The neighbors are no different from the old lady. They would just as soon dispense with the child as any unconnected stranger. They can only agree to draw lots in order to decide who will take the responsibility to locate the child’s missing father. The lots are rigged, of course, and the old lady is again left to assume responsibility. This prolonged moments together with the child start to grow on the old lady. While she warns the child that she would expel him if he keeps peeing on the mattress in his sleep, nothing could prepare her for his self-imposed banishment. At some irrevocable point of the film, she asks the child to call her his mother.
The characters, specifically the dyad of mother and son, are heart-warmers. The transformation lies with the old lady who starts with cynicism and and gradually becomes sensitized and ultimately humanized for knowing a child who awakens all the maternal instincts within her. Although he weeps as much as the next child, this story’s young character seems to be as near tabula rasa as can be – still untainted and practically angelic. (Perhaps even biblical: His father we come to learn is, wink, wink, a carpenter). The sometimes-unneighborly neighbors we get to meet may embody streaks of cunning, but they are all likable.

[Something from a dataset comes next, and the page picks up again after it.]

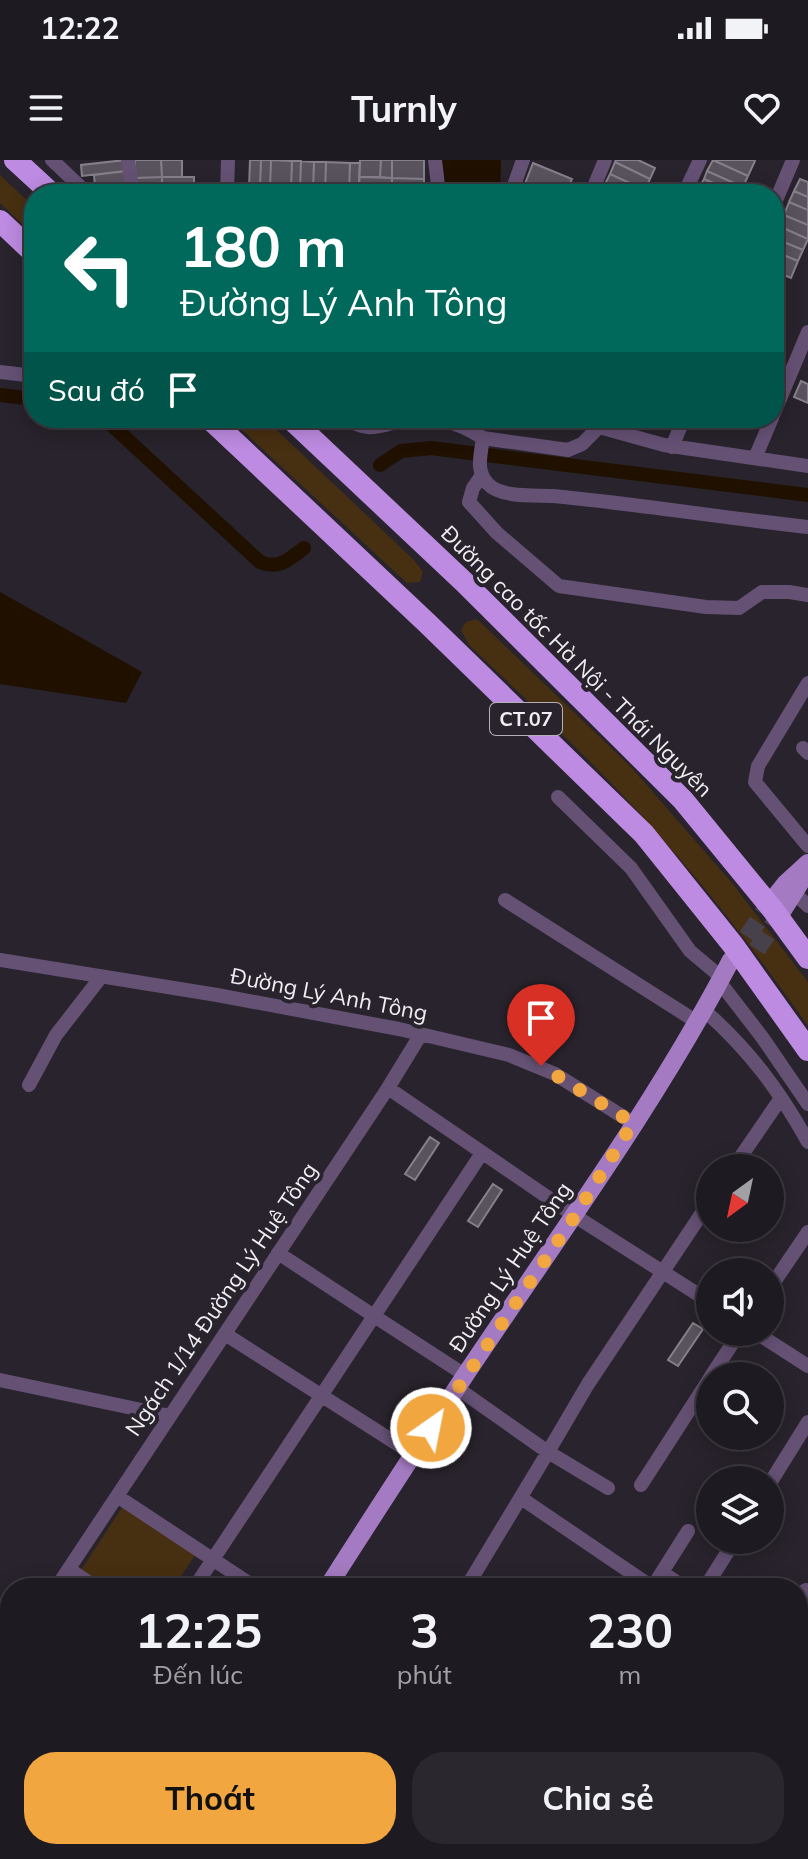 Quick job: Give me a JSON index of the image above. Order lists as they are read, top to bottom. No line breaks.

Record of a Tenement Gentleman comes just after the Second World War and midstream in the directorial career of Ozu, and it seems to reflect that transition. For those who prefer Ozu’s pre-war films, there is something here to recommend. “Warm and human” are certainly applicable adjectives to its scenario and cast of characters. For those who enjoy the home dramas in Ozu’s final cycle of films, this film also qualifies with flying colors – vis-à-vis, say, the “nonsense/light comedies” where the director got his start.